The episode was written by Donick Cary and Dan Greaney, while Jim Reardon served as director. It was one of the last episodes written in its production line, and its title is a reference to the war film Thirty Seconds Over Tokyo. Several guest-stars appeared in the episode, including George Takei as the host for The Happy Smile Super Challenge Family Wish Show. This episode parodies aspects of Japanese culture, including the stereotype of the Japanese game shows.

The episode was seen by approximately 8 million viewers in its original broadcast. In 2005, the episode was first released on home video, and in 2007, it was released as part of the tenth season DVD box set.

==Plot==
While visiting an Internet café with Bart and Lisa, Homer is cyber-robbed by Snake, who downloads the savings that the family planned to use for a vacation. Homer attempts to save money by burgling Ned Flanders, who catches him and explains that he learned thrifting strategies from attending the Chuck Garabedian Mega-Savings Seminar. Homer steals Ned's tickets for the next seminar, where he and Marge learn they can afford a family vacation by buying unclaimed airline tickets for a discount price.
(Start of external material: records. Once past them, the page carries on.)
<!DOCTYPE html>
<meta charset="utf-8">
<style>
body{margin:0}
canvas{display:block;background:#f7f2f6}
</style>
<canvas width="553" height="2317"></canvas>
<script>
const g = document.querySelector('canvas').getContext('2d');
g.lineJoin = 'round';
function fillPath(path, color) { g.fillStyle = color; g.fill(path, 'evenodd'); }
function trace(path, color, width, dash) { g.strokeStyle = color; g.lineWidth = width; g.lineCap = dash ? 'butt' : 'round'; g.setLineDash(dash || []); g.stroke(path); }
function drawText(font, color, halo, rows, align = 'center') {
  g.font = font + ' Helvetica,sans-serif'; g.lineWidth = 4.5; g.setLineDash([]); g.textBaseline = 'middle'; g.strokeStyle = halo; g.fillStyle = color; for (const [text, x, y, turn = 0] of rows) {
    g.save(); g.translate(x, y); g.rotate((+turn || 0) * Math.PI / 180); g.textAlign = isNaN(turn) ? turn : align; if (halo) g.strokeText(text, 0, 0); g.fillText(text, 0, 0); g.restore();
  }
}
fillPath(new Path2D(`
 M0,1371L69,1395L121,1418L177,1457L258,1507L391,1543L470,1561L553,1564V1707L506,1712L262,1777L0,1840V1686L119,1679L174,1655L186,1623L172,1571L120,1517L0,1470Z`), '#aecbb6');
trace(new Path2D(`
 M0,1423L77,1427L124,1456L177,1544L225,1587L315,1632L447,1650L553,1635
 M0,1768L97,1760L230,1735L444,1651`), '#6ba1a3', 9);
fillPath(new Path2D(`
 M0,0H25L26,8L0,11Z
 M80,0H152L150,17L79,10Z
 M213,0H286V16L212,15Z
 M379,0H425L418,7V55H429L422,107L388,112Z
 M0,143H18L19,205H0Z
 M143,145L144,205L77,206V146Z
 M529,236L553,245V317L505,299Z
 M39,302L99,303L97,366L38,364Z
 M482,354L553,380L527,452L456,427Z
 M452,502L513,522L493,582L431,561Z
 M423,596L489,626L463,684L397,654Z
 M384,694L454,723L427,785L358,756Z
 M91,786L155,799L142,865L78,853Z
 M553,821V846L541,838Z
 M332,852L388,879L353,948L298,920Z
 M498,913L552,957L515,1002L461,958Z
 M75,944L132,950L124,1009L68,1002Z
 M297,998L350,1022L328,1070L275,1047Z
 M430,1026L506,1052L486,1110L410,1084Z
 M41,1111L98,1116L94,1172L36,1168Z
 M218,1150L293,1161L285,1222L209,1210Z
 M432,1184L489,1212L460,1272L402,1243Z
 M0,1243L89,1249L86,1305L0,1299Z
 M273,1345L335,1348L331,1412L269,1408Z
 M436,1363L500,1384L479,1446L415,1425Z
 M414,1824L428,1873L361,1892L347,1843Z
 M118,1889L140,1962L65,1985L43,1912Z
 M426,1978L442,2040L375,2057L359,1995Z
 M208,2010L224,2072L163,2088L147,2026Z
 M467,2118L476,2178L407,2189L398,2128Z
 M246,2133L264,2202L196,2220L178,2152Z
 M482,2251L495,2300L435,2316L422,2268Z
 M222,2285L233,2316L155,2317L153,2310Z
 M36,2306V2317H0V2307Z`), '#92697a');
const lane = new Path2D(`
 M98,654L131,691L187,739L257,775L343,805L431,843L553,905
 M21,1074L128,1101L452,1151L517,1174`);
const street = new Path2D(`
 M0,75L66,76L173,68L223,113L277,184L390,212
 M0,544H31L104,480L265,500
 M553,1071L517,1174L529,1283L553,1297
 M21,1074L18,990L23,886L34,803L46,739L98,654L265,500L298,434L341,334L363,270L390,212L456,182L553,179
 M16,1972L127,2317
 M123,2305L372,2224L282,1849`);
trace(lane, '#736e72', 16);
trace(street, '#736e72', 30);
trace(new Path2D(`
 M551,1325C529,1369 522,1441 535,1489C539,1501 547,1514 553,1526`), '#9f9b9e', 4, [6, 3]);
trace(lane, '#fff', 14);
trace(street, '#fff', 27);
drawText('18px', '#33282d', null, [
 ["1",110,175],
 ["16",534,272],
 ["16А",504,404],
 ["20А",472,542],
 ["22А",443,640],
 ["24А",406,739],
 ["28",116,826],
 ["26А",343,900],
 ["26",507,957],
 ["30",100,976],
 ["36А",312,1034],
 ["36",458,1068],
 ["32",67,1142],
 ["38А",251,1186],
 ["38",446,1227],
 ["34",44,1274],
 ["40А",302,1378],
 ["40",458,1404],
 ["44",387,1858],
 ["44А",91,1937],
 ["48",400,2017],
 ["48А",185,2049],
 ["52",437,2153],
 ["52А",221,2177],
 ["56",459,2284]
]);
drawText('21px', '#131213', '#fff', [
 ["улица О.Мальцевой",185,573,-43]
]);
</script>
The family wait at the airport for a cancellation and claim tickets from the Flanders for Tokyo. Arriving in Japan, with Lisa wanting to explore the local culture, the family eat at an American-themed restaurant before Homer and Bart attend a sumo match. When his pretzel is stolen by a wrestler, Homer subdues him (with the help of Bart) before throwing Emperor Akihito, after mistaking him for another wrestler, into a receptacle of worn mawashi. He and Bart are put in jail and bailed out by Marge, leaving the family with a single million yen note. To cheer up a disappointed Lisa, Homer makes the note into an origami crane, which subsequently blows away in the wind.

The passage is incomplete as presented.